Telecom, la rete contesa

 

Corriere della Sera: “Telecom scuote la politica”, “Il Pdl: chiarezza. Letta: vigileremo, ma il gruppo è privato”.

A centro pagina: “Obama apre all’Iran. Rouhani però evita l’incontro”.

E sulla politica italiana: “Napolitano ‘consulta’ segretari e ministri: meno risse, più impegno”.

In prima anche la cronaca politico-giudiziaria: “Verbali di 3 Procure. Tenaglia giudiziaria sul Cavaliere”.

 

La Repubblica: “Telecom, l’Italia svende”, “Bufera sulla cessione agli spagnoli. Letta: è una spa privata”.

La foto di spalla è per il presidente Usa: “Obama tende la mano all’Iran, ‘Il dialogo deve ricominciare’”.

A centro pagina: “A dicembre torna l’Imu mascherata, si pagherà l’acconto sulla service-tax”.

 

La Stampa: “Telecom spagnola, vi alibera di Letta: ‘Può migliorare’”.

A centro pagina, la foto dall’Onu del nuovo presidente iraniano Rouhani: “Obama apre all’Iran, ‘Ma ora servono fatti’”.

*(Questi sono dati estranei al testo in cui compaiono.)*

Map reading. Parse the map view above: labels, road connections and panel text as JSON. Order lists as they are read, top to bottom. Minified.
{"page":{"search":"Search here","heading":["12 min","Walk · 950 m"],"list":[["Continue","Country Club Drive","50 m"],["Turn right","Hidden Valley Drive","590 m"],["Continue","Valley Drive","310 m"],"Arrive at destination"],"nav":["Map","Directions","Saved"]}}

Sotto la testata: “Consultazioni del Colle per rilanciare il governo”, “Salta l’intesa Pd-Pdl sui soldi ai partiti”.

 

Il Sole 24 Ore: “Governo pronto a difendere la rete”, “Letta: ‘Vigileremo, ma Telecom è privata’. Il nodo Tim Brasil. Il titolo sale a Milano”.

In taglio basso: “Per evitare l’aumento Iva spunta il rincaro benzina”.

 

L’Unità: “Non svendiamo l’Italia”, “Bufera per il controllo di Telecom da parte della spagnola Telefonica. Allrame dei sindacati: si rischiano sedicimila esuberi, il governo ci convochi. Letta: vigileremo sulla cessione, ma si tratta di una società privata. Anche Alitalia in bilico: Air France vuole raddoppiare la sua partecipazione”.

A centro pagina: “il Pdl vuole i partiti in mano ai miliardari”, “Scontro sul tetto ai fondi privati, la destra dice no al limite di 100mila euro. Il Pd accusa: si tenta di stravolgere la Costituzione. La mediazione del governo”.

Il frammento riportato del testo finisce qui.